• _Excerpted data_
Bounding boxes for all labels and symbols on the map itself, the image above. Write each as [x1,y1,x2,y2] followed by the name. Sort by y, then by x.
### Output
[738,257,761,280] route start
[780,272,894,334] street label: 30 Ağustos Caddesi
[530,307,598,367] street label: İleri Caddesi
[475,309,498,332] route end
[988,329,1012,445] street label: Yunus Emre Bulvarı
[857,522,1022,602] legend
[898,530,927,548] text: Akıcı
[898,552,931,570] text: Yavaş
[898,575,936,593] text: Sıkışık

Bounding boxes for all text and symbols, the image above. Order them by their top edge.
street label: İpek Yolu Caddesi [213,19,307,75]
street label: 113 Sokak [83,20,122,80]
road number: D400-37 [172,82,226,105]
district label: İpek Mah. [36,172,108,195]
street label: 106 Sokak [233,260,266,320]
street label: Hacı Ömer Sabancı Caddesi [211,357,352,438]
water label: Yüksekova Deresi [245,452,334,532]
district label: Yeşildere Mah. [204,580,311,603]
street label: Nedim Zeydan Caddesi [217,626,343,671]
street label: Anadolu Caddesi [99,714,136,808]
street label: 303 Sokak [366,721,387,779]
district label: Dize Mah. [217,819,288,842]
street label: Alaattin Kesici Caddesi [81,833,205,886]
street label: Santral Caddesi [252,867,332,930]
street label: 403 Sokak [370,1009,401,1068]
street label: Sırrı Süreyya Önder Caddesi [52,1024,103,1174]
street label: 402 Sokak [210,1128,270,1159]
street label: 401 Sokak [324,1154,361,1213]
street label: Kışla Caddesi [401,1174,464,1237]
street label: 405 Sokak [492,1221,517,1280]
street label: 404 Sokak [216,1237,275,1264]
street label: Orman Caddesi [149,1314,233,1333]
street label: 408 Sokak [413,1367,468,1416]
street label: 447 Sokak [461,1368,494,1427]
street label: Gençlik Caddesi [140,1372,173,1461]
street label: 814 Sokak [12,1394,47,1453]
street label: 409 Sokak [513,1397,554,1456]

• _About this task_
Would you output the full listing exactly as it stands?

• _Answer space_
Bounding boxes for all labels and symbols on the map itself, the image above. Write each as [x1,y1,x2,y2] followed by the name. Sort by y, then by x.
### Output
[738,257,761,280] route start
[780,272,894,334] street label: 30 Ağustos Caddesi
[530,307,598,367] street label: İleri Caddesi
[475,309,498,332] route end
[988,329,1012,445] street label: Yunus Emre Bulvarı
[857,522,1022,602] legend
[898,530,927,548] text: Akıcı
[898,552,931,570] text: Yavaş
[898,575,936,593] text: Sıkışık

Bounding boxes for all text and symbols, the image above. Order them by their top edge.
street label: İpek Yolu Caddesi [213,19,307,75]
street label: 113 Sokak [83,20,122,80]
road number: D400-37 [172,82,226,105]
district label: İpek Mah. [36,172,108,195]
street label: 106 Sokak [233,260,266,320]
street label: Hacı Ömer Sabancı Caddesi [211,357,352,438]
water label: Yüksekova Deresi [245,452,334,532]
district label: Yeşildere Mah. [204,580,311,603]
street label: Nedim Zeydan Caddesi [217,626,343,671]
street label: Anadolu Caddesi [99,714,136,808]
street label: 303 Sokak [366,721,387,779]
district label: Dize Mah. [217,819,288,842]
street label: Alaattin Kesici Caddesi [81,833,205,886]
street label: Santral Caddesi [252,867,332,930]
street label: 403 Sokak [370,1009,401,1068]
street label: Sırrı Süreyya Önder Caddesi [52,1024,103,1174]
street label: 402 Sokak [210,1128,270,1159]
street label: 401 Sokak [324,1154,361,1213]
street label: Kışla Caddesi [401,1174,464,1237]
street label: 405 Sokak [492,1221,517,1280]
street label: 404 Sokak [216,1237,275,1264]
street label: Orman Caddesi [149,1314,233,1333]
street label: 408 Sokak [413,1367,468,1416]
street label: 447 Sokak [461,1368,494,1427]
street label: Gençlik Caddesi [140,1372,173,1461]
street label: 814 Sokak [12,1394,47,1453]
street label: 409 Sokak [513,1397,554,1456]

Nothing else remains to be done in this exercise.